Principle:Astronomer Astronomer cosmos Graph Entity Model
| Knowledge Sources | |
|---|---|
| Domains | Data_Models, Graph |
| Last Updated | 2026-02-07 17:00 GMT |
Overview
A directed acyclic graph of typed entities that represents the logical structure of a data transformation project independently of any orchestration framework.
Description
The Graph Entity Model provides a uniform abstraction for describing the artefacts found inside a dbt project -- models, tests, seeds, snapshots, and sources -- as a graph of interconnected entities. Every entity derives from a common base class, CosmosEntity, which carries a unique identifier, a human-readable name, and a set of upstream dependencies expressed as edges in the graph.
Two concrete specialisations refine this base:
- Group -- a container entity that aggregates child entities. Groups map naturally to dbt directories, tags, or selector categories and translate into Airflow TaskGroups during rendering.
- Task -- a leaf entity that represents a single unit of work. Each Task stores an operator_class reference and an arguments dictionary, capturing everything needed to instantiate the corresponding Airflow operator at render time.
The graph is constructed during the parsing phase, where a dbt manifest or project directory is walked and each discovered artefact is converted into the appropriate entity type. Edges between entities mirror the ref() and source() relationships declared inside dbt SQL files, preserving the original dependency semantics.

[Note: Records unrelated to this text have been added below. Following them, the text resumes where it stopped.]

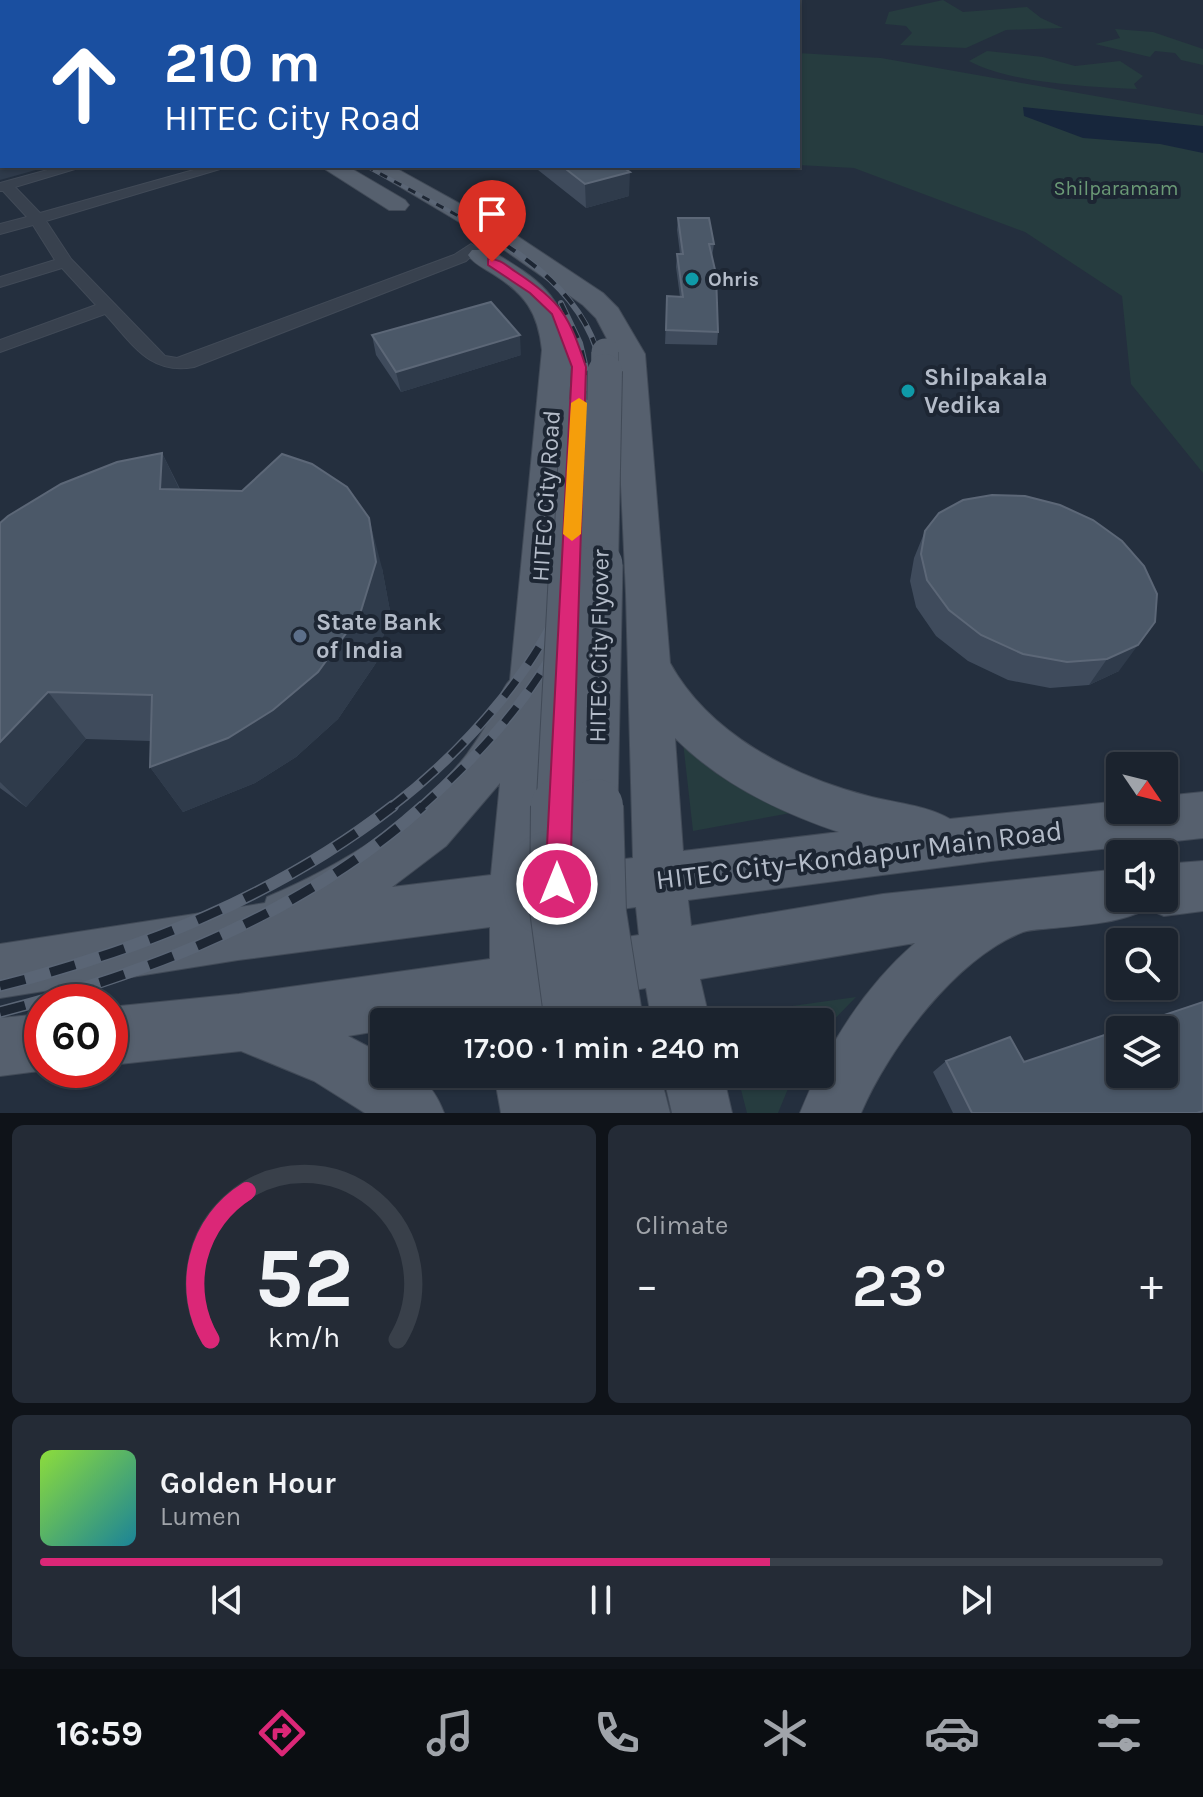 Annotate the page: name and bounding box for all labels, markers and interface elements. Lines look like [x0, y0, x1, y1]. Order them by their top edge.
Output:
text: 210 m [164, 30, 321, 95]
icon: ahead [32, 32, 136, 136]
text: HITEC City Road [164, 97, 422, 139]
park label: Shilparamam [1053, 177, 1179, 200]
pin [458, 180, 526, 262]
icon: arrive [470, 192, 514, 236]
place label: Ohris [708, 268, 759, 291]
marker: Ohris [683, 270, 701, 288]
place label: Shilpakala Vedika [924, 363, 1048, 419]
marker: Shilpakala Vedika [899, 382, 917, 400]
street label: HITEC City Road [526, 409, 566, 583]
street label: HITEC City Flyover [583, 549, 615, 743]
place label: State Bank of India [316, 608, 442, 664]
marker: State Bank of India [291, 627, 309, 645]
north arrow [1106, 752, 1178, 824]
map controls [1106, 752, 1178, 1088]
street label: HITEC City–Kondapur Main Road [654, 814, 1064, 896]
button: sound [1106, 840, 1178, 912]
position arrow [515, 842, 599, 926]
button: search [1106, 928, 1178, 1000]
speed limit sign: 60 [24, 984, 128, 1088]
button: layers [1106, 1016, 1178, 1088]
text: 17:00 · 1 min · 240 m [464, 1030, 740, 1066]
text: Climate [636, 1210, 728, 1241]
text: 52 [254, 1230, 353, 1327]
text: 23° [852, 1251, 947, 1321]
text: − [636, 1260, 659, 1311]
text: + [1140, 1260, 1163, 1311]
text: km/h [268, 1321, 340, 1354]
text: Golden Hour [160, 1465, 336, 1501]
text: Lumen [160, 1501, 241, 1532]
icon: previous [205, 1578, 249, 1622]
icon: pause [579, 1578, 623, 1622]
icon: next [954, 1578, 998, 1622]
icon: directions [254, 1705, 310, 1761]
icon: music [422, 1705, 478, 1761]
icon: phone [589, 1705, 645, 1761]
icon: climate [757, 1705, 813, 1761]
icon: car [924, 1705, 980, 1761]
icon: filters [1091, 1705, 1147, 1761]
text: 16:59 [56, 1712, 143, 1754]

A pivotal bridge function, get_airflow_task, takes a single Task entity and produces a fully configured Airflow operator instance. This function reads the operator_class stored on the entity, resolves it to the actual Python class, and passes the arguments dictionary through to the constructor. Because this translation is deferred until rendering, the entity graph itself remains runtime-agnostic and can be inspected, filtered, or rewritten before any Airflow objects are created.
Usage
Apply this principle whenever a dbt project must be mapped into an Airflow DAG or TaskGroup. Consumers first build the entity graph from a manifest or project directory, optionally prune or regroup nodes using selector logic, and then walk the graph to emit Airflow tasks via get_airflow_task. The same entity graph can also be serialised for caching or compared across runs to detect structural drift.
Theoretical Basis
The model draws on the Composite pattern from object-oriented design, where Group and Task share a common interface yet differ in their role as containers versus leaves. By expressing dependencies as graph edges rather than nested containment, the model also leverages classical DAG topological ordering to guarantee that rendering respects the correct execution sequence.
The separation between the entity graph and its Airflow materialisation follows the Builder pattern: the graph captures what needs to run and in which order, while get_airflow_task decides how each unit of work is realised. This decoupling means a change in the target orchestration layer -- for example swapping one operator implementation for another -- requires no modification to the graph itself.